Hello,
I’m very new here and I’m hoping I can get some help or advise.
I have very recently admitted to my family work and my doctor that I don’t feel right. I am always in a terrible way. If I’m not angry/annoyed, I’m locked in my own thoughts and can feel myself sinking. No matter what I do I can’t shake of these feeling once I’m stuck.
Don’t get me wrong I have moments when I feel fine. I spend time with my even fe and my young daughter and I feel normal. However I get so tired and drained that I have to take myself away from it. I also distract myself with my computer watching movies, browsing the internet or playing a game. This doesn’t make me feel better but it does stop me from feeling worse.
I used to love walking my dogs and used it as a distraction from everything however now I never want to walk them. I know that I will be alone with my own thoughts and I will get back home in a terrible mood and have to be away from everyone.

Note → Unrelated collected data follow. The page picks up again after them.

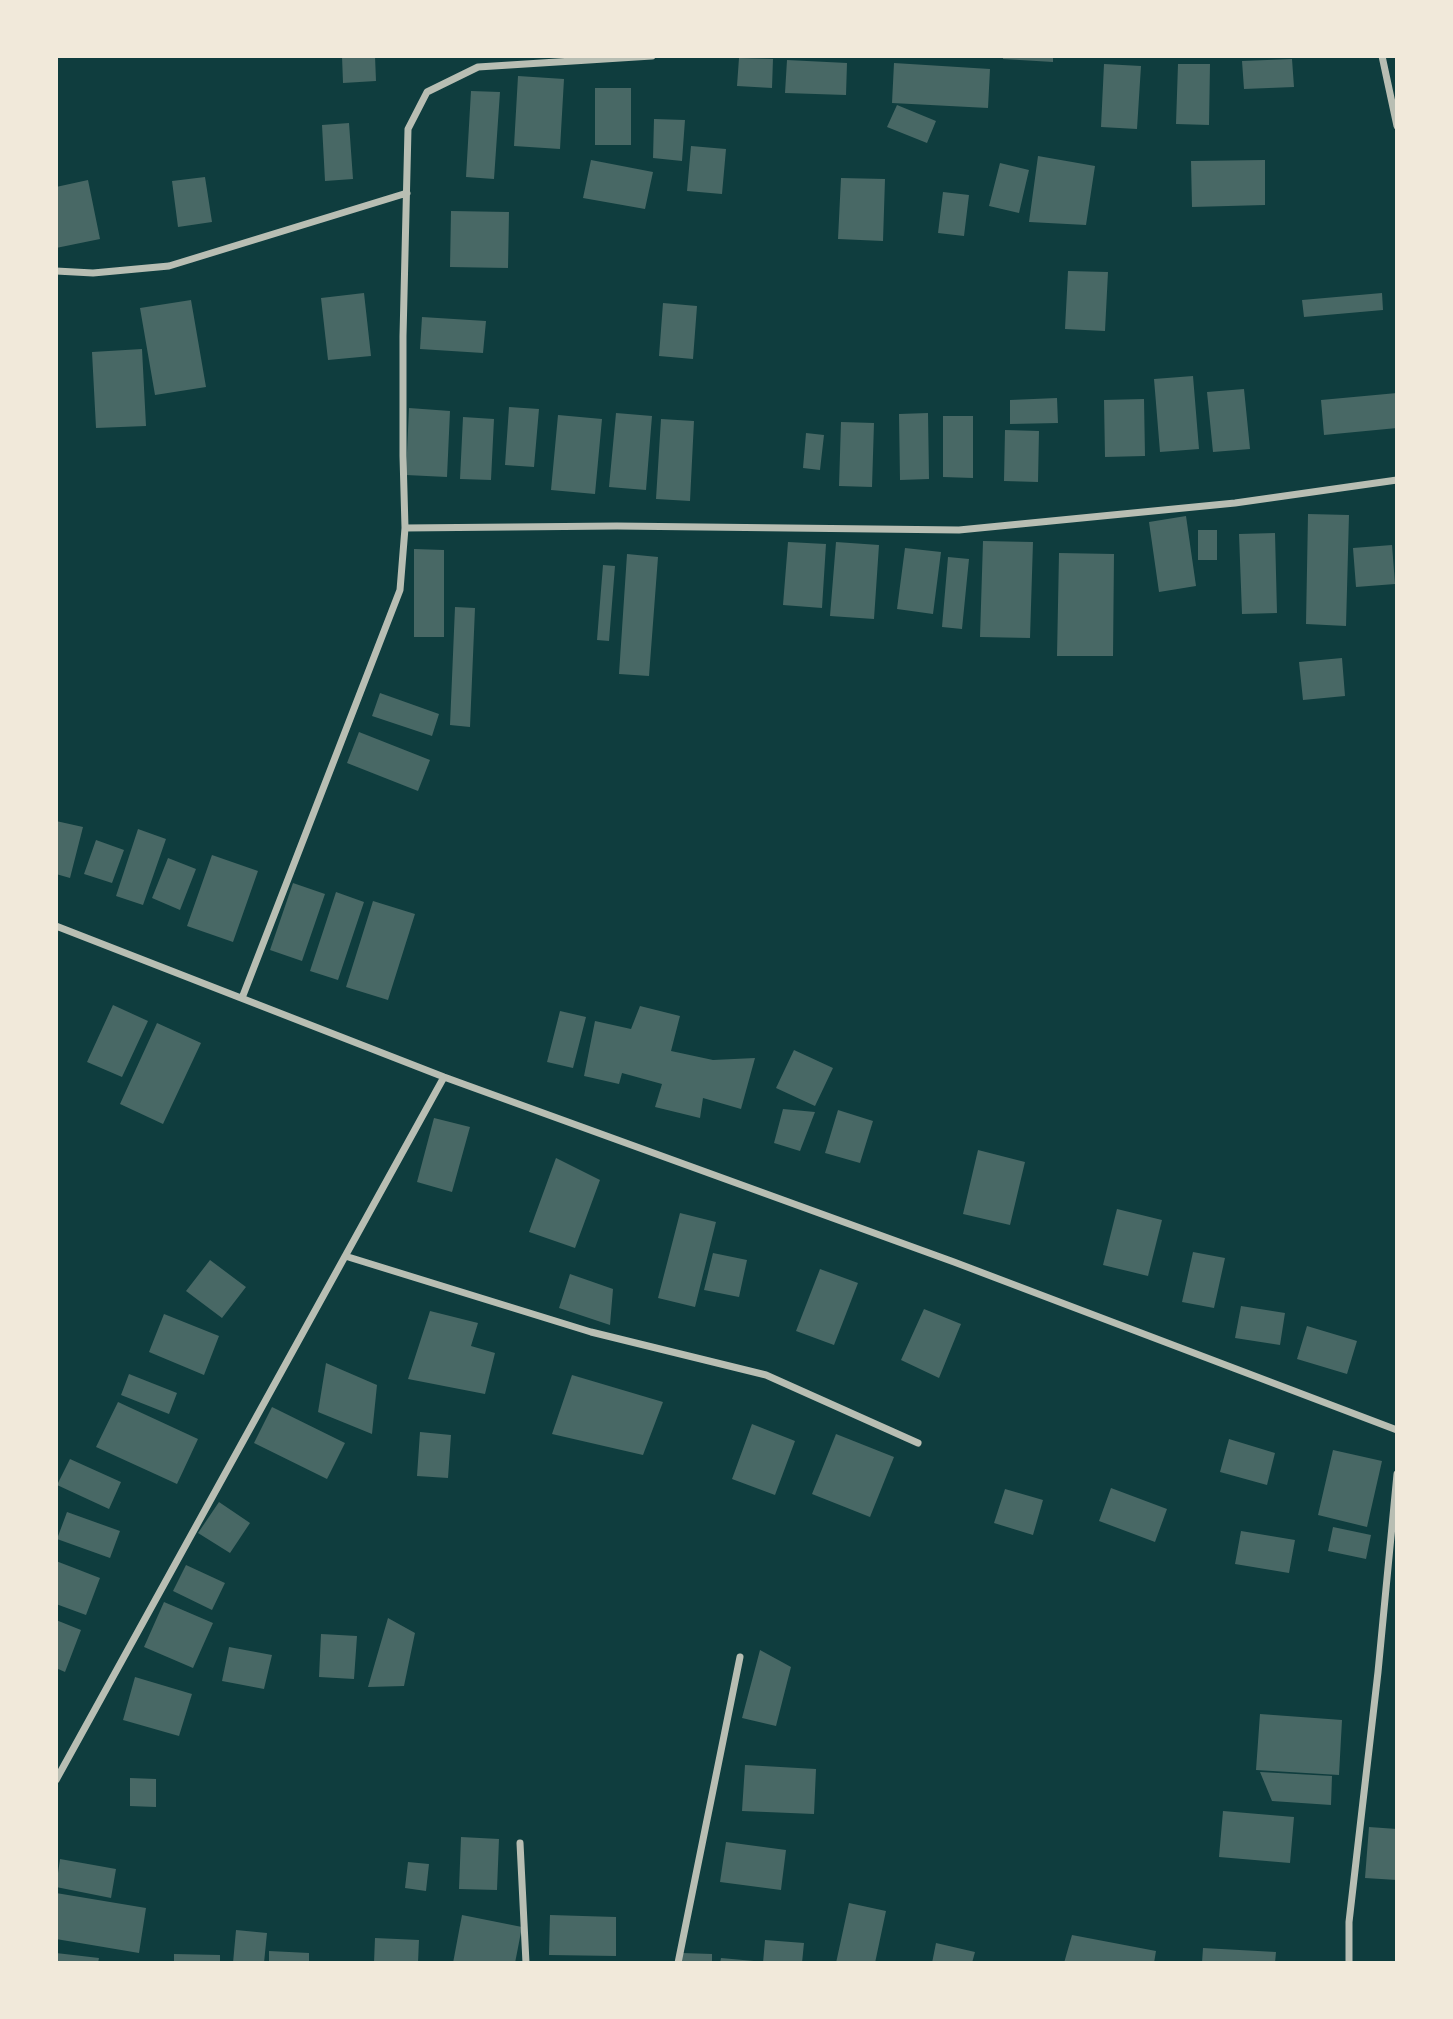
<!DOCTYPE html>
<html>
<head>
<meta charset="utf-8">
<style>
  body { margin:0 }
  #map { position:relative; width:1453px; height:2019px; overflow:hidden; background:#0f3d3e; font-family:"Sofia Sans Condensed",sans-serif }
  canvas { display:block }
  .frame { position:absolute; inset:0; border:58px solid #f1e9da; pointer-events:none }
</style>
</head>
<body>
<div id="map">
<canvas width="1453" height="2019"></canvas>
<div class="frame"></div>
</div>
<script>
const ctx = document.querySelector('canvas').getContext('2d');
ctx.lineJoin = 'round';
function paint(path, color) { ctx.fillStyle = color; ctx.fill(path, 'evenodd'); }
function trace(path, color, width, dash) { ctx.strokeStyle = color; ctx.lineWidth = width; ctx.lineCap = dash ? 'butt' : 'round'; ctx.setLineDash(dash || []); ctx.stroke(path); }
paint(new Path2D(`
  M 342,56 L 375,56 L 376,81 L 343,83 Z
  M 1003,56 L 1053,56 L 1053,62 L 1003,59 Z
  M 739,58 L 773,59 L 772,88 L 737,86 Z
  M 1292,59 L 1294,87 L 1244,89 L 1242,61 Z
  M 787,60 L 847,63 L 846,95 L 785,93 Z
  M 894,63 L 990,69 L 988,108 L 892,103 Z
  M 1104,64 L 1141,66 L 1137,129 L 1101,127 Z
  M 1178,64 L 1210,64 L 1209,125 L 1176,124 Z
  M 518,76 L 564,79 L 560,149 L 514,146 Z
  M 595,88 L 631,88 L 631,145 L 595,145 Z
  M 471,91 L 500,92 L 494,179 L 466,177 Z
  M 897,105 L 936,121 L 927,143 L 887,127 Z
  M 654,119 L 685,120 L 682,161 L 653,158 Z
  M 349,123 L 353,179 L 325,181 L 322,125 Z
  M 691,146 L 726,149 L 722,194 L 687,191 Z
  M 1038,156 L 1095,166 L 1086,225 L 1029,222 Z
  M 591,160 L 653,172 L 645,209 L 583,198 Z
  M 1265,160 L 1265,205 L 1192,207 L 1191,161 Z
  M 1000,163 L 1029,170 L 1019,213 L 989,206 Z
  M 205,177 L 212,222 L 178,227 L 172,181 Z
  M 841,178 L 885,179 L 883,241 L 838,239 Z
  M 88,180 L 100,239 L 56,248 L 56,187 Z
  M 943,192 L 969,195 L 964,236 L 938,233 Z
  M 451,211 L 509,212 L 508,268 L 450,267 Z
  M 1068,271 L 1108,272 L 1105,331 L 1065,329 Z
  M 364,293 L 371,356 L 328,360 L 321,298 Z
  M 1382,293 L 1383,310 L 1304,317 L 1302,300 Z
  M 191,300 L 206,387 L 155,395 L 140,308 Z
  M 663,303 L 697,306 L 693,359 L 659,356 Z
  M 422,317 L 486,321 L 483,353 L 420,349 Z
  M 142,349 L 146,426 L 96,428 L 92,352 Z
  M 1193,376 L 1199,449 L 1160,452 L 1154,379 Z
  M 1244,389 L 1250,449 L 1213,452 L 1207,392 Z
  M 1397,393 L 1397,428 L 1324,435 L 1321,400 Z
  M 1057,398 L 1058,423 L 1010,424 L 1010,400 Z
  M 1144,399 L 1145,456 L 1105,457 L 1104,400 Z
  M 509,407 L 539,409 L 534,467 L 505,465 Z
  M 409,408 L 450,411 L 447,477 L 406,475 Z
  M 616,413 L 652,416 L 646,490 L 609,487 Z
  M 928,413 L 929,479 L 900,480 L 899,414 Z
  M 558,415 L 602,419 L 595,494 L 551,490 Z
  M 943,416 L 973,416 L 973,478 L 943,477 Z
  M 463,417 L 494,419 L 491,480 L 460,479 Z
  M 661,419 L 694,421 L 690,501 L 656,499 Z
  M 841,422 L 874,423 L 872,487 L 839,486 Z
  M 1005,430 L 1039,431 L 1038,482 L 1004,481 Z
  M 806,433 L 824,435 L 820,470 L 803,468 Z
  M 1308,514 L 1349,515 L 1346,626 L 1306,624 Z
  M 1186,516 L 1196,586 L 1159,592 L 1149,522 Z
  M 1198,530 L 1217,530 L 1217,560 L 1198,560 Z
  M 1275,533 L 1277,613 L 1242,614 L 1239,534 Z
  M 983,541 L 1033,542 L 1030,638 L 980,637 Z
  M 788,542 L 826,544 L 822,608 L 783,605 Z
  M 836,542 L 879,545 L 874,619 L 830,616 Z
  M 1392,545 L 1395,584 L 1356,587 L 1353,548 Z
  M 905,548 L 941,552 L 933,614 L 897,609 Z
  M 414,549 L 444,550 L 444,637 L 414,637 Z
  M 1059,553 L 1114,554 L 1113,656 L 1057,656 Z
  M 627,554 L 658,557 L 649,676 L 619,674 Z
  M 948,557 L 969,559 L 962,629 L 942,627 Z
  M 603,565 L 615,566 L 609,641 L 597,640 Z
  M 455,607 L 475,608 L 470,727 L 450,725 Z
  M 1342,658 L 1345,696 L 1303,700 L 1299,662 Z
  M 380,693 L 439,714 L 432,736 L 372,716 Z
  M 359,732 L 430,760 L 418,791 L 347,763 Z
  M 56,821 L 83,827 L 70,878 L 56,874 Z
  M 138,829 L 166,839 L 143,905 L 116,896 Z
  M 96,840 L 124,850 L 112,883 L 84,874 Z
  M 212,855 L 258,871 L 233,942 L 187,926 Z
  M 168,858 L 196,869 L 180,910 L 152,898 Z
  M 293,883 L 325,894 L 302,961 L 270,950 Z
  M 336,892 L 364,902 L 338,980 L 310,971 Z
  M 373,901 L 415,914 L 388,1000 L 346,987 Z
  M 113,1005 L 148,1021 L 122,1077 L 87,1062 Z
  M 640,1006 L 680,1016 L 671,1051 L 713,1060 L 755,1058 L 741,1109 L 703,1098 L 700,1118 L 655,1107 L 662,1084 L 622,1073 L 619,1084 L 584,1076 L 595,1021 L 631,1029 Z
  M 560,1011 L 586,1017 L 573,1068 L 547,1062 Z
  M 157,1023 L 201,1043 L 163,1124 L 120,1104 Z
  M 794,1050 L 833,1068 L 815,1106 L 776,1088 Z
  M 783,1109 L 815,1112 L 800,1151 L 774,1143 Z
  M 838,1110 L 873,1121 L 860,1163 L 825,1153 Z
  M 434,1118 L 470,1127 L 452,1192 L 417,1182 Z
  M 978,1150 L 1025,1162 L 1010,1225 L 963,1214 Z
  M 556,1158 L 600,1180 L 575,1248 L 529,1232 Z
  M 1117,1209 L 1162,1220 L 1148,1276 L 1103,1265 Z
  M 680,1213 L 716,1222 L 695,1307 L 658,1298 Z
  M 1193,1252 L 1225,1258 L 1214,1308 L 1182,1302 Z
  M 713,1253 L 747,1260 L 739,1297 L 704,1290 Z
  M 210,1260 L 246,1287 L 222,1318 L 186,1291 Z
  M 820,1269 L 858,1283 L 834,1345 L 796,1331 Z
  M 570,1274 L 613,1289 L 610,1325 L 559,1308 Z
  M 1241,1306 L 1285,1313 L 1280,1345 L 1235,1338 Z
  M 924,1309 L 961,1324 L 939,1378 L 901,1360 Z
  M 430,1311 L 478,1323 L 471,1346 L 495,1353 L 485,1394 L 408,1379 Z
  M 164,1314 L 219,1336 L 204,1375 L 149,1352 Z
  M 1307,1326 L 1357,1341 L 1347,1374 L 1297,1359 Z
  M 326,1363 L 377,1385 L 372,1434 L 318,1412 Z
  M 129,1374 L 177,1393 L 169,1414 L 121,1395 Z
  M 572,1375 L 663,1402 L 643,1455 L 552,1434 Z
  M 118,1402 L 198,1439 L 177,1484 L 96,1447 Z
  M 272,1407 L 345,1443 L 327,1479 L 254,1443 Z
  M 752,1424 L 795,1441 L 775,1495 L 732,1479 Z
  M 420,1432 L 451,1435 L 448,1478 L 417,1476 Z
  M 836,1434 L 894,1457 L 870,1517 L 812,1494 Z
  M 1229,1439 L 1275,1453 L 1267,1485 L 1220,1472 Z
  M 1333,1450 L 1382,1461 L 1367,1527 L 1318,1515 Z
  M 70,1459 L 121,1482 L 109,1509 L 57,1485 Z
  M 1111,1488 L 1167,1509 L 1155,1542 L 1099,1521 Z
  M 1005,1489 L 1043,1500 L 1033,1535 L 994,1523 Z
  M 219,1502 L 250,1523 L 230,1553 L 198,1533 Z
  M 67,1512 L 120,1531 L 110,1558 L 57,1539 Z
  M 1333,1527 L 1371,1535 L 1366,1559 L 1328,1551 Z
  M 1241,1531 L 1295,1540 L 1289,1573 L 1235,1564 Z
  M 56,1561 L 100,1578 L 86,1615 L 56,1604 Z
  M 186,1565 L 225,1583 L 212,1610 L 173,1591 Z
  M 164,1602 L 213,1623 L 193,1668 L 144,1647 Z
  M 388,1618 L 415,1633 L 404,1686 L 368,1687 Z
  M 56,1620 L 81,1630 L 65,1672 L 56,1668 Z
  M 321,1634 L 357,1636 L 354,1679 L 319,1677 Z
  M 229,1647 L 272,1655 L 264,1689 L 222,1681 Z
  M 760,1650 L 791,1667 L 776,1726 L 742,1718 Z
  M 135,1677 L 192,1694 L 179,1736 L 123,1720 Z
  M 1260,1714 L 1342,1720 L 1339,1775 L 1256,1770 Z
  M 745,1765 L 816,1769 L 814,1814 L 742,1811 Z
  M 1260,1772 L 1332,1776 L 1331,1805 L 1272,1801 Z
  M 130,1778 L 156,1779 L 156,1807 L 130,1806 Z
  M 1223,1811 L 1294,1817 L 1290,1863 L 1219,1857 Z
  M 1369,1827 L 1397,1829 L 1397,1880 L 1365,1878 Z
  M 461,1837 L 499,1839 L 497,1890 L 459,1889 Z
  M 726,1842 L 786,1850 L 781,1890 L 720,1882 Z
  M 60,1859 L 116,1869 L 111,1898 L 56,1887 Z
  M 408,1862 L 429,1864 L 426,1891 L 405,1888 Z
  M 56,1893 L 146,1908 L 139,1953 L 56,1939 Z
  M 849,1903 L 886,1911 L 875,1963 L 836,1963 Z
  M 462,1915 L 522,1927 L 515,1963 L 453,1963 Z
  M 550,1915 L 616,1917 L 616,1956 L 549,1955 Z
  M 236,1930 L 267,1933 L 264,1963 L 233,1963 Z
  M 1072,1935 L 1156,1951 L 1154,1963 L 1064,1963 Z
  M 375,1938 L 419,1940 L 418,1963 L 374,1963 Z
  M 765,1940 L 804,1943 L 802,1963 L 763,1963 Z
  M 936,1943 L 975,1952 L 972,1963 L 932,1963 Z
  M 1203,1948 L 1276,1952 L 1275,1963 L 1202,1963 Z
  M 269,1951 L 309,1953 L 309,1963 L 269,1963 Z
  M 56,1953 L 99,1958 L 98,1963 L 56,1963 Z
  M 682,1953 L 712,1954 L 712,1963 L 682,1963 Z
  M 174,1954 L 220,1955 L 220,1963 L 174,1963 Z
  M 721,1958 L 754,1961 L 754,1963 L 720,1963 Z`), '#486865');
trace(new Path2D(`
  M 1382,56 L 1397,126
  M 56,271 L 93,273 L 169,266 L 407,193
  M 405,528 L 617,526 L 959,530 L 1235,503 L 1397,480
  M 56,926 L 444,1077 L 954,1262 L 1397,1430
  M 242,998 L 400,590 L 405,528 L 403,456 L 403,336 L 408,129 L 427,92 L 478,67 L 652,56
  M 345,1256 L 591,1332 L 766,1375 L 918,1443
  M 56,1780 L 444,1077
  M 520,1843 L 526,1963
  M 678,1963 L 740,1657
  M 1349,1963 L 1349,1922 L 1378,1672 L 1397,1474`), '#b8beb3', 7);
</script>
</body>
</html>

I’m in the Army and have been for 14 years. My life has always been incredible busy but since May I have had a lot of down time in work. I have hated it and often look for something to do. I have always loved my Army life but a few month ago I could not even bare to go to work. If it wasn’t for my loyalty I would stayed in bed everyday. This is when I knew I was not right and took some time off to relax. This only made me feel worse so I went to the doctors. And told her all of the above. Now I hate going into work I have nothing to do so I’m stuck in my own head no one to talk to about it as I don’t have any friends here. It’s tearing me up and I do t feel like I’m getting any better of anything is changing.
I have to say the doctor has been amazing but can’t do anything for me. I have an appointment with the mental health team.
I hope this made some sense or put my point across but I’m really confused.
I’m a person who thinks very logically I can’t understand how I’m feeling or why I’m feeling the way I am.
Not sure what I’m looking for but felt I had to put some of me out there.